Improving soil fertility is another suggestion to brighten the future of paddy cultivation in Sri Lanka. Instead of cultivating the same cultivars in the same land continuously, trying various crops such as chili, onion, green gram, cowpea, soybeans, groundnuts, and other vegetables in rice fields can increase the fertilization of the soil in the land. Weed, pests, and disease management are also necessary to secure the future of paddy cultivation. In addition, proper preparation of land for prevention, minimization of the use of agrochemicals, encouragement to use natural biological control mechanisms, and introduction are adequate. Post-harvest loss reduction is necessary and can be done by constructing the necessary and suitable facilities that have the potential to store the harvest efficiently.

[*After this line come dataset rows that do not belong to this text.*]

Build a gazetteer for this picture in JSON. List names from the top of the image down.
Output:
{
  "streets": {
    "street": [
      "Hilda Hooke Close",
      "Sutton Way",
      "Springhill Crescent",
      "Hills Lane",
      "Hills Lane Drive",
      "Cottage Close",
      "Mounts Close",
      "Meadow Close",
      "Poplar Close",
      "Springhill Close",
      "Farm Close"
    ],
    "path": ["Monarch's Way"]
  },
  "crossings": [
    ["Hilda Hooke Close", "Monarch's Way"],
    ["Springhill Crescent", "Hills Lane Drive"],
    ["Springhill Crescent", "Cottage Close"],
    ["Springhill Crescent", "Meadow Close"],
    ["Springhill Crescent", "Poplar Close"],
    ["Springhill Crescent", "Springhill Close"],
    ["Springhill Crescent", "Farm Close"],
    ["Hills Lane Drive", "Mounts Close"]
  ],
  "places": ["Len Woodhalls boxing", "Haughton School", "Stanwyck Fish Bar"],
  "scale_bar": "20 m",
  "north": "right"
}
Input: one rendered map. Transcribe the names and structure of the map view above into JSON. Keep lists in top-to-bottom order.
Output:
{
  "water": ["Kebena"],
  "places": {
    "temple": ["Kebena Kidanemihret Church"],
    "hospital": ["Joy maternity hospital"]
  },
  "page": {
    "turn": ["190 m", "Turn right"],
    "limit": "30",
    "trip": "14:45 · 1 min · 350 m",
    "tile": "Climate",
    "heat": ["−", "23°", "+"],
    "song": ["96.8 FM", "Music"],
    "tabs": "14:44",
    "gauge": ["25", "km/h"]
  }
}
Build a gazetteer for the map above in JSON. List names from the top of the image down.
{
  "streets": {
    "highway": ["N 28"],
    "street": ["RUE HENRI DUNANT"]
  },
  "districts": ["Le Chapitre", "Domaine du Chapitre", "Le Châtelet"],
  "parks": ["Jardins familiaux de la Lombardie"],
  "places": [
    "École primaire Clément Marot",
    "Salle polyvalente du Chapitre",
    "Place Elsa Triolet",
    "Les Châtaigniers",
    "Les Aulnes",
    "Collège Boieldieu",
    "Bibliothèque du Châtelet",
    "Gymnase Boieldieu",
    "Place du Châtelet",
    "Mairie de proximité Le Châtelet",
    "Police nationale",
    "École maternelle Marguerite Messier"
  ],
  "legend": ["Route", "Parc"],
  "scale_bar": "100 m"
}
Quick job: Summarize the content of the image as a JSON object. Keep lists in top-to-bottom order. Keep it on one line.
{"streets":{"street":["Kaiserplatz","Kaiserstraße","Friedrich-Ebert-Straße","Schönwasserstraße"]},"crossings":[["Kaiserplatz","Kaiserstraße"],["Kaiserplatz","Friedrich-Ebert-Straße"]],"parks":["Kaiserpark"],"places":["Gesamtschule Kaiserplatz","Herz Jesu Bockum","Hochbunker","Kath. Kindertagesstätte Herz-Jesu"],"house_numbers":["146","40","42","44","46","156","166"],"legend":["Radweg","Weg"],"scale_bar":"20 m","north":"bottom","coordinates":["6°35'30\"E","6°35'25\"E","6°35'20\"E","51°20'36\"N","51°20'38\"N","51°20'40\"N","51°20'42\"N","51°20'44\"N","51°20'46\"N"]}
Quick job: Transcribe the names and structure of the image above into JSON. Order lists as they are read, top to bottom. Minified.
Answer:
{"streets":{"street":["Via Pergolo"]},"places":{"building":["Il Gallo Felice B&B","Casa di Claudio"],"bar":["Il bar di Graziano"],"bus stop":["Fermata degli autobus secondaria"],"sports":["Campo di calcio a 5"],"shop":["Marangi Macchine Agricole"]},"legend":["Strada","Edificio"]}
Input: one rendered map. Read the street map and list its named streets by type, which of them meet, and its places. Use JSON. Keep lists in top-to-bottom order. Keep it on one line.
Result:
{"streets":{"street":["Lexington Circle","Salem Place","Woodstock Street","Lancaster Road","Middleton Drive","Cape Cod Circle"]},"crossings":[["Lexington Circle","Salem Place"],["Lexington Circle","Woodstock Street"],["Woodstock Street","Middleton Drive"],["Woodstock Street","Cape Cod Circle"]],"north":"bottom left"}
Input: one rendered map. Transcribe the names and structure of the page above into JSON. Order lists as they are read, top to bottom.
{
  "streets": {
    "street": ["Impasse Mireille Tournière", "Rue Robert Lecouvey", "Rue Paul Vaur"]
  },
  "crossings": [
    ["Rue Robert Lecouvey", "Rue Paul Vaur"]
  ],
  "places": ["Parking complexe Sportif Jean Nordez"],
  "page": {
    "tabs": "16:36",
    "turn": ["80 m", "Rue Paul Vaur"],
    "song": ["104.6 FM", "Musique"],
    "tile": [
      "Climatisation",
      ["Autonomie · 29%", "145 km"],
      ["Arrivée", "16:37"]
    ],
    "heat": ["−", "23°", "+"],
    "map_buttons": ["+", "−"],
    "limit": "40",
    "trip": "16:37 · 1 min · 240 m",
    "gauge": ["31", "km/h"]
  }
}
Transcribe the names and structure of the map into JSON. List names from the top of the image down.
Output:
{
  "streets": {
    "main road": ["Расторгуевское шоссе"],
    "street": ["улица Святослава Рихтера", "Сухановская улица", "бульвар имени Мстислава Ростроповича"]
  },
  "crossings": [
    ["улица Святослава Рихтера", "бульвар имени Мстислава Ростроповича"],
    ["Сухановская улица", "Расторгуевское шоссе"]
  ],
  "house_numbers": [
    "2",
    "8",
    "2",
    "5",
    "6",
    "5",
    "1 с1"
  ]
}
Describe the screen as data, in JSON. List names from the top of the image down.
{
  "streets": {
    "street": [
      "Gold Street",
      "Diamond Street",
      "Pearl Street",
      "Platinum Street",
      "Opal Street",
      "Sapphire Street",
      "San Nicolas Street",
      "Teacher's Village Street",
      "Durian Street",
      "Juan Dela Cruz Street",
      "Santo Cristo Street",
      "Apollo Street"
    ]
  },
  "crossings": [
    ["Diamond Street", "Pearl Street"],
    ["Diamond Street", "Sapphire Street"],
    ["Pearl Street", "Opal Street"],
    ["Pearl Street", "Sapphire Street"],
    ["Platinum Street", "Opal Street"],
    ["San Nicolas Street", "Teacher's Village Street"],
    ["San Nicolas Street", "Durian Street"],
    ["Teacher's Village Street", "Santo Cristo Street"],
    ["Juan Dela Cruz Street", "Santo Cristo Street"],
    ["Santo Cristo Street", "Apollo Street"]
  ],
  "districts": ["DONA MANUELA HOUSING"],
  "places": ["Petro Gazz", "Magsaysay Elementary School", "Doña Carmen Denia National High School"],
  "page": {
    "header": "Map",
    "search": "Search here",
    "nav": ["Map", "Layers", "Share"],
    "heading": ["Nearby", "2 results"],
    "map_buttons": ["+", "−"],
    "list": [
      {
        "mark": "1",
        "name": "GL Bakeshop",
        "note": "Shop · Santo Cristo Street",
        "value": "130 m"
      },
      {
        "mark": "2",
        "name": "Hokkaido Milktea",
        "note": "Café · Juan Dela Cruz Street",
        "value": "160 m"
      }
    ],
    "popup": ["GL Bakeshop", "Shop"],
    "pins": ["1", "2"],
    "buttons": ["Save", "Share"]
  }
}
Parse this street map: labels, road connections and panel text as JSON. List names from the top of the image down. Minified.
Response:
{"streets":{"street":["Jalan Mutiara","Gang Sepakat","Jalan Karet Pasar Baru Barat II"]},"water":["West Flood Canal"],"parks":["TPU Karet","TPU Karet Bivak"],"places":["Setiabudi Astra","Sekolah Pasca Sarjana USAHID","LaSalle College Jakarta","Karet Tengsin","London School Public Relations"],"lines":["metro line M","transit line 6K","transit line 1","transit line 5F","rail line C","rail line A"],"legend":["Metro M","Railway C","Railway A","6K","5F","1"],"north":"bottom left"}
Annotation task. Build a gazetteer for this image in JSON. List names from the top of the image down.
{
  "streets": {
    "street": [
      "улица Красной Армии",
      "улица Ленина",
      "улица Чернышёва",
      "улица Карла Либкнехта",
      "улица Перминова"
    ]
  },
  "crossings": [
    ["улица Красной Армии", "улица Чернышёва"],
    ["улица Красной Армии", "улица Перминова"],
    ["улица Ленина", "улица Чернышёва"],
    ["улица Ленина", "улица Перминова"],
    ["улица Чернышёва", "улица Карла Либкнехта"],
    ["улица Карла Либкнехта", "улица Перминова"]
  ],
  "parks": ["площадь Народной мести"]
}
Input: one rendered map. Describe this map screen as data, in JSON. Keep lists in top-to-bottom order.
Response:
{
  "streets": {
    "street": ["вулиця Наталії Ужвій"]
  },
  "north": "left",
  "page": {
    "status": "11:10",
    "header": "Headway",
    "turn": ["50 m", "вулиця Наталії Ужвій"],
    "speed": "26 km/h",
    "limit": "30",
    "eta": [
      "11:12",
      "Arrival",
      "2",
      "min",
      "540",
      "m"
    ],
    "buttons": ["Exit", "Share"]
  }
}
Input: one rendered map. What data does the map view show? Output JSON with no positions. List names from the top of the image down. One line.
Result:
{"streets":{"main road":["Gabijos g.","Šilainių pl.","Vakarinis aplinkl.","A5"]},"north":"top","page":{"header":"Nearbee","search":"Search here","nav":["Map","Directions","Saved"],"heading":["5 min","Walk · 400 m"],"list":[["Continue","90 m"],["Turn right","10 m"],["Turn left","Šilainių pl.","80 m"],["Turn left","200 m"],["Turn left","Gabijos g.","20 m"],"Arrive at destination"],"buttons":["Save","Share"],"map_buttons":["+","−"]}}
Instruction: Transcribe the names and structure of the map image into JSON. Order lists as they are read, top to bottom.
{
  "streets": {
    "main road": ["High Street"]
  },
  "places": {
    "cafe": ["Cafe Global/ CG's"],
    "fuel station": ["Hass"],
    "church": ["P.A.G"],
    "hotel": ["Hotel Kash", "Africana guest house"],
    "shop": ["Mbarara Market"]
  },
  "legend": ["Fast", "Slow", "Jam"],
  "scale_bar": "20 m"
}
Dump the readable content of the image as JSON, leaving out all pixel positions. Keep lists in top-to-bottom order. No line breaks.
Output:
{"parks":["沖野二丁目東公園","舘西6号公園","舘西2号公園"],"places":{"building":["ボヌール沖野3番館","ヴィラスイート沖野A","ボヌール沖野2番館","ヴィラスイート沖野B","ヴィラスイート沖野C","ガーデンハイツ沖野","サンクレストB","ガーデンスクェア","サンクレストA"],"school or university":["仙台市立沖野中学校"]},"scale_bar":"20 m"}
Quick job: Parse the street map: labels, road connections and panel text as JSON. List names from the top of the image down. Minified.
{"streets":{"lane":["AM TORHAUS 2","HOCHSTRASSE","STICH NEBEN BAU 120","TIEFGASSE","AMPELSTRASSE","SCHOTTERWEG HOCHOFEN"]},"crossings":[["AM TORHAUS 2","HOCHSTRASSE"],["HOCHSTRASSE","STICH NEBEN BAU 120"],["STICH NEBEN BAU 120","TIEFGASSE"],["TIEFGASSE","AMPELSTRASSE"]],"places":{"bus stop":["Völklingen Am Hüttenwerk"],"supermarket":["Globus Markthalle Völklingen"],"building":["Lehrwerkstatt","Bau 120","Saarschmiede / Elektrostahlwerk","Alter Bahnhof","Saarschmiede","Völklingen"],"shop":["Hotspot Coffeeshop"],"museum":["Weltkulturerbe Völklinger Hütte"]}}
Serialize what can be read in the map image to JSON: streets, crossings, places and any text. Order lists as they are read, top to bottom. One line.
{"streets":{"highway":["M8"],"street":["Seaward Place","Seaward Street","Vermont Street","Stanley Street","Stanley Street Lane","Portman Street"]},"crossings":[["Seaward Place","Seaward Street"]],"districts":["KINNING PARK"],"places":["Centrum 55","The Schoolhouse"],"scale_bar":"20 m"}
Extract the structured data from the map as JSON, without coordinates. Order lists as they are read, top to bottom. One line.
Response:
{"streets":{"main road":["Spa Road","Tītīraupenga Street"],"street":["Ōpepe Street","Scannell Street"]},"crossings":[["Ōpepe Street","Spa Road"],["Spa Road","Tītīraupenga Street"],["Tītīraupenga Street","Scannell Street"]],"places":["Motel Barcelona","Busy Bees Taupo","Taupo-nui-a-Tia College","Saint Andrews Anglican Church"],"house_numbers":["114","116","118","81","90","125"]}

Educating the farmers on the appropriate timing to harvest and process is another step. Monitoring the problems faced by the farmers and addressing their problems by establishing extension services can plant the seeds of hope in the younger generation and encourage them to engage in paddy farming. Moreover, providing knowledge on recommended farming practices can motivate them to choose paddy farming as their future occupation.
The Bottom Line
Above all, we can clearly mention that paddy cultivation in Sri Lanka has simply been an integral part of this country. In fact, it has become a major aspect of the lives of Sri Lankans that cannot be separated. Besides, the contribution of the paddy cultivation in Sri Lanka in fulfilling the country’s rice demand and the economy is highly appreciable. Thus, paddy cultivation in Sri Lanka is highly significant when considering the country’s agriculture. However, it is not a secret that paddy cultivation in Sri Lanka is still facing challenges. Still, we believe that the future of this sector would be better and bright. Let’s hope for the best!